▶ EXERCISE AIM
Would you transcribe all of the data exactly, down to the last character?

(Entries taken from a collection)
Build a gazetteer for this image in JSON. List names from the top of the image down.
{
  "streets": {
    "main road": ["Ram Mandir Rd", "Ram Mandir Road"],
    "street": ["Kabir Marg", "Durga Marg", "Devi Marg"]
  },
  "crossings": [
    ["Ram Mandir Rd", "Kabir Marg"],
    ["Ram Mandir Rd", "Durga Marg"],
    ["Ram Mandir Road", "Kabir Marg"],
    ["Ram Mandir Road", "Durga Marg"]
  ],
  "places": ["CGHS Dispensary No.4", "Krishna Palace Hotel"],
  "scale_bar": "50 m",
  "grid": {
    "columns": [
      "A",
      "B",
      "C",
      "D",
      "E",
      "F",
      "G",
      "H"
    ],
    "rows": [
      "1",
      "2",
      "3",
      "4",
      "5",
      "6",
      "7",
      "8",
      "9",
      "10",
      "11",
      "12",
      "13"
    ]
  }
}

▶ EXERCISE RESPONSE
Build a gazetteer for this image in JSON. List names from the top of the image down.
{
  "streets": {
    "main road": ["Ram Mandir Rd", "Ram Mandir Road"],
    "street": ["Kabir Marg", "Durga Marg", "Devi Marg"]
  },
  "crossings": [
    ["Ram Mandir Rd", "Kabir Marg"],
    ["Ram Mandir Rd", "Durga Marg"],
    ["Ram Mandir Road", "Kabir Marg"],
    ["Ram Mandir Road", "Durga Marg"]
  ],
  "places": ["CGHS Dispensary No.4", "Krishna Palace Hotel"],
  "scale_bar": "50 m",
  "grid": {
    "columns": [
      "A",
      "B",
      "C",
      "D",
      "E",
      "F",
      "G",
      "H"
    ],
    "rows": [
      "1",
      "2",
      "3",
      "4",
      "5",
      "6",
      "7",
      "8",
      "9",
      "10",
      "11",
      "12",
      "13"
    ]
  }
}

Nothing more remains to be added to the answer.